Have there been subsequent studies that support this conclusion? I'm not aware of any, but I have not looked. I know my youtube feed had a bunch of debunking videos about 6 months ago.I don't know that it's fair to dismiss it as completely bunk.
From an evolutionary standpoint, there is validity to some of the underlying concepts.
It's just that we've evolved to the point where the normal laws of natural selection and species propagation don't have to the follow the same rules as they once did when we were still "in the wild"
Prior to much of the modern scientific and medical advancement...
If you weren't fit enough to acquire food, and didn't have enough aggression and strength to be able to physically defend it from someone else who was trying to take it from you and your tribe, it means that you didn't eat/survive.

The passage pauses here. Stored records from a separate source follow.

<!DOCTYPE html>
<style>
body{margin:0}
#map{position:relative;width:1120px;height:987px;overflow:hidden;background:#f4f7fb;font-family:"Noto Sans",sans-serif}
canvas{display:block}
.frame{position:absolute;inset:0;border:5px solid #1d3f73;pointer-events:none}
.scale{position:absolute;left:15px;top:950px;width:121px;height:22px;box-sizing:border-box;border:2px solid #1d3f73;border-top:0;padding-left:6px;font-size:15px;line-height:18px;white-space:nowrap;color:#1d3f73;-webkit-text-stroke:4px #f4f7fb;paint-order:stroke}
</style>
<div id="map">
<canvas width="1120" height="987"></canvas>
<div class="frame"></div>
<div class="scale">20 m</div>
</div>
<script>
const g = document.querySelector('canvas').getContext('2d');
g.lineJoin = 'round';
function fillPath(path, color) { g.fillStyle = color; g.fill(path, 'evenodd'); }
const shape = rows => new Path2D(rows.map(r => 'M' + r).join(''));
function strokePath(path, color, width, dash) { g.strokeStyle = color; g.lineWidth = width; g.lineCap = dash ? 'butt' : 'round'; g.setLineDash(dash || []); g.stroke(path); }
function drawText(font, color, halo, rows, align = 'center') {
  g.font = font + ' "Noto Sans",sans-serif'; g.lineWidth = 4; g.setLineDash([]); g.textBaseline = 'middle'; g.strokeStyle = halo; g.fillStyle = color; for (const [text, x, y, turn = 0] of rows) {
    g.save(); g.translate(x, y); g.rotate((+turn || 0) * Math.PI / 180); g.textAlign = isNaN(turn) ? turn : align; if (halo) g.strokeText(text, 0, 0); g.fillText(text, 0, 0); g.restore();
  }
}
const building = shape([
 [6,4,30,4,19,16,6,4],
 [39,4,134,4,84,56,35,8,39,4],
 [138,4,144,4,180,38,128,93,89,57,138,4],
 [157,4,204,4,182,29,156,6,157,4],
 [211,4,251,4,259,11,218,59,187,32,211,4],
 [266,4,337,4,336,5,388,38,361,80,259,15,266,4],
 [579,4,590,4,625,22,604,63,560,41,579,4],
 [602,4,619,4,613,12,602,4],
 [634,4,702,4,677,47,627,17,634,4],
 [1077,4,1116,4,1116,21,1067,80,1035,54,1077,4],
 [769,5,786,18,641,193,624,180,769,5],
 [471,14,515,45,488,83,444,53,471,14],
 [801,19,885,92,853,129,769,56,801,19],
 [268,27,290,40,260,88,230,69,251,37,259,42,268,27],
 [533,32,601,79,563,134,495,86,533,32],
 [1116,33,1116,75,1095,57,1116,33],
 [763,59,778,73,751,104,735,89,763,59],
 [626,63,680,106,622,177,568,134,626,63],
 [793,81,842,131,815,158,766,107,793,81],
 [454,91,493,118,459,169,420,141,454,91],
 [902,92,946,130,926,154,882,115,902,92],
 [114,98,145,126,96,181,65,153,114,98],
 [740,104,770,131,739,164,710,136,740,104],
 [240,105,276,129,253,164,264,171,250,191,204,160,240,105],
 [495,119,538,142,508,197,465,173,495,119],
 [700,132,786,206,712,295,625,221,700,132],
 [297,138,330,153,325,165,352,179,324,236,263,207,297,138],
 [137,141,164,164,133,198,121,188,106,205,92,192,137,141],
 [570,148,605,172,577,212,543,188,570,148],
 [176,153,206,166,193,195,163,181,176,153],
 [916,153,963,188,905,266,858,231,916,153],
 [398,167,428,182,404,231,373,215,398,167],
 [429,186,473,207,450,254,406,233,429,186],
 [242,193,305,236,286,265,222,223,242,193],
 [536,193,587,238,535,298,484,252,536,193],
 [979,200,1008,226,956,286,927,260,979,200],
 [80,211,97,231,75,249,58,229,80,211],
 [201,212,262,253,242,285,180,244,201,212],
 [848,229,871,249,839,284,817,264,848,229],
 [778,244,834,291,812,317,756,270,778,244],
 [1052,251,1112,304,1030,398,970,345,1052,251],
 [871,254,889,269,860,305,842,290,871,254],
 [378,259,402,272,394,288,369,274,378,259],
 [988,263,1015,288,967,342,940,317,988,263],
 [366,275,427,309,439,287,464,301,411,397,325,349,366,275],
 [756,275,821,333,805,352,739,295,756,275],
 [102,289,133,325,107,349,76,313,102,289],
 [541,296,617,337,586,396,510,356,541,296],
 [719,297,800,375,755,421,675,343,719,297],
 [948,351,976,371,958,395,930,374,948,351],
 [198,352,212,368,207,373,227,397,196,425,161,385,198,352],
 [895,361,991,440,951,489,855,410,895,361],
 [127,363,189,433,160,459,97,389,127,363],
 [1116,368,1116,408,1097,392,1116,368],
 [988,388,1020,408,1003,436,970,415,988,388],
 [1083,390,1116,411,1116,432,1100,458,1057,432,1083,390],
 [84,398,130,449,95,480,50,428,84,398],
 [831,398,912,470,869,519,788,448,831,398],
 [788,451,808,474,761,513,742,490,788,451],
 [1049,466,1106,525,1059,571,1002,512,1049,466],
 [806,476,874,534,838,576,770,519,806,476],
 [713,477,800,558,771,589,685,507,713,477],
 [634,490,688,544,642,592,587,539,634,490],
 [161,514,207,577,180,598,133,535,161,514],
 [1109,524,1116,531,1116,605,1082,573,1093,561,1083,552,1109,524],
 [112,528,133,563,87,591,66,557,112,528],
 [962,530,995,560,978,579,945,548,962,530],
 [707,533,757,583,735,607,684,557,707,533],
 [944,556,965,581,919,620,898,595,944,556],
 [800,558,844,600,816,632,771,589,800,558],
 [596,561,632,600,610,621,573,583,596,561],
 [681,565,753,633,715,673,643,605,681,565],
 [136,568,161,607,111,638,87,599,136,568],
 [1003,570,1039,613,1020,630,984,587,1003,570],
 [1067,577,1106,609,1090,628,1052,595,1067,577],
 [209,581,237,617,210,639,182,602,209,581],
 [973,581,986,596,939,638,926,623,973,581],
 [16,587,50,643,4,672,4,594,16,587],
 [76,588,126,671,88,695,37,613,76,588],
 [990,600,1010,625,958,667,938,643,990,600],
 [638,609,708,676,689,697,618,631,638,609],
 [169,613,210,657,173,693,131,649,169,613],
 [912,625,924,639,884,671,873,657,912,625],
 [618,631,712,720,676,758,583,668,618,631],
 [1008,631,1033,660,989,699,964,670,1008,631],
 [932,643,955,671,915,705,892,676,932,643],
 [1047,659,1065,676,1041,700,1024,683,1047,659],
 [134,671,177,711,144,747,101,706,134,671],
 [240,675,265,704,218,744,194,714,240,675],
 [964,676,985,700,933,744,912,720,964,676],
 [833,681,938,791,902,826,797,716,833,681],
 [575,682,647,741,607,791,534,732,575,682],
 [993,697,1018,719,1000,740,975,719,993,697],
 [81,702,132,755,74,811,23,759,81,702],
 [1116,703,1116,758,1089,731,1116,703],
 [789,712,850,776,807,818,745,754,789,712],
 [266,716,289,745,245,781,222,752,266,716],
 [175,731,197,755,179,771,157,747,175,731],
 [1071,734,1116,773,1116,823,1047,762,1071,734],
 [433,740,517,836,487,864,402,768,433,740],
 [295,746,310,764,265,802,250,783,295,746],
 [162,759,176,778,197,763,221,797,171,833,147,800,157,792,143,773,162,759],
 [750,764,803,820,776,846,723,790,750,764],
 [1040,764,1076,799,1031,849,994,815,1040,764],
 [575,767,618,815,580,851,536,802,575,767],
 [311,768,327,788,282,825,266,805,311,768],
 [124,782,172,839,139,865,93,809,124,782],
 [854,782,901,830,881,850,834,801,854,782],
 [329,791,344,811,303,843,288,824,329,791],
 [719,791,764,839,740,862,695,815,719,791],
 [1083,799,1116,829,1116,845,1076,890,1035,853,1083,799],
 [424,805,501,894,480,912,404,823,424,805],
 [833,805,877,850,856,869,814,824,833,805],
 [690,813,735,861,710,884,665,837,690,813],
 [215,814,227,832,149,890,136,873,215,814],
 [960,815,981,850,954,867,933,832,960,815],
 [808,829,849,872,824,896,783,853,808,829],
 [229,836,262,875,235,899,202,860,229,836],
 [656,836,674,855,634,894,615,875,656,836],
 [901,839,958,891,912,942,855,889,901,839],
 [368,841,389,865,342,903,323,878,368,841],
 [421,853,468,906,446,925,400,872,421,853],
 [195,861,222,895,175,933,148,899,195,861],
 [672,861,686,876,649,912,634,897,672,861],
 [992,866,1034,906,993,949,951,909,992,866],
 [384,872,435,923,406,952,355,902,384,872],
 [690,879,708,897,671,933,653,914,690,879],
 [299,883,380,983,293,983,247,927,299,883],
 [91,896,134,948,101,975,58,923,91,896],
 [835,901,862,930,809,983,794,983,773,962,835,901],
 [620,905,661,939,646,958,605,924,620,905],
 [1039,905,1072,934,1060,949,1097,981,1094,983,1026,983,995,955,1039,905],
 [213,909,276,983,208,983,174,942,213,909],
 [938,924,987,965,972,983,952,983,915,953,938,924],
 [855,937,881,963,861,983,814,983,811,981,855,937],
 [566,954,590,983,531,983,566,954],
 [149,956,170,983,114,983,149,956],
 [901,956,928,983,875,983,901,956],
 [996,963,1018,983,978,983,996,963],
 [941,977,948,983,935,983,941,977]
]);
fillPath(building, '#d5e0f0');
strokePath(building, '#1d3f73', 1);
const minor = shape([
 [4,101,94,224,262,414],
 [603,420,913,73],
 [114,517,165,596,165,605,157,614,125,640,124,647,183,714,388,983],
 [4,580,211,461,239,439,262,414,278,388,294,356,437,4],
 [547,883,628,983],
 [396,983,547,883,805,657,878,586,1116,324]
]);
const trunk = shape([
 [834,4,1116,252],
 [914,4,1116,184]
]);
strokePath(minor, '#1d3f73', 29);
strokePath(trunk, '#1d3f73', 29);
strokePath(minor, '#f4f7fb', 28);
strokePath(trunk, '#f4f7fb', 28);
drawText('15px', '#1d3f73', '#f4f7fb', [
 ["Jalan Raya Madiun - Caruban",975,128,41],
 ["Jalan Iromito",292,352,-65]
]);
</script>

We're at a point in human evolution now where we've already figured out ways to somewhat cancel out factors that would've normally ended with "your lineage stops here". We're at a point where a fat lazy slob can get by without starving to death, and stave off the effects of their unhealthy lifestyles thanks to medical science.
So it's not that "the whole alpha thing" was bunk, it's that it's become partially obsolete (for better or worse...probably a little of both depending on the aspect of society we're talking about)
If you're referring specifically to 1970's wolf studies that people tried to apply to humans, then yes, that part may be purely recent pop psychology. Obviously we're not wolves and dynamics are different.
However, things like status and dominance are real in humans, just not as binary as they are in other mammalian species. People absolutely track those things, and and those things do correlate with mating and reproductive outcomes as well as other long term outcomes.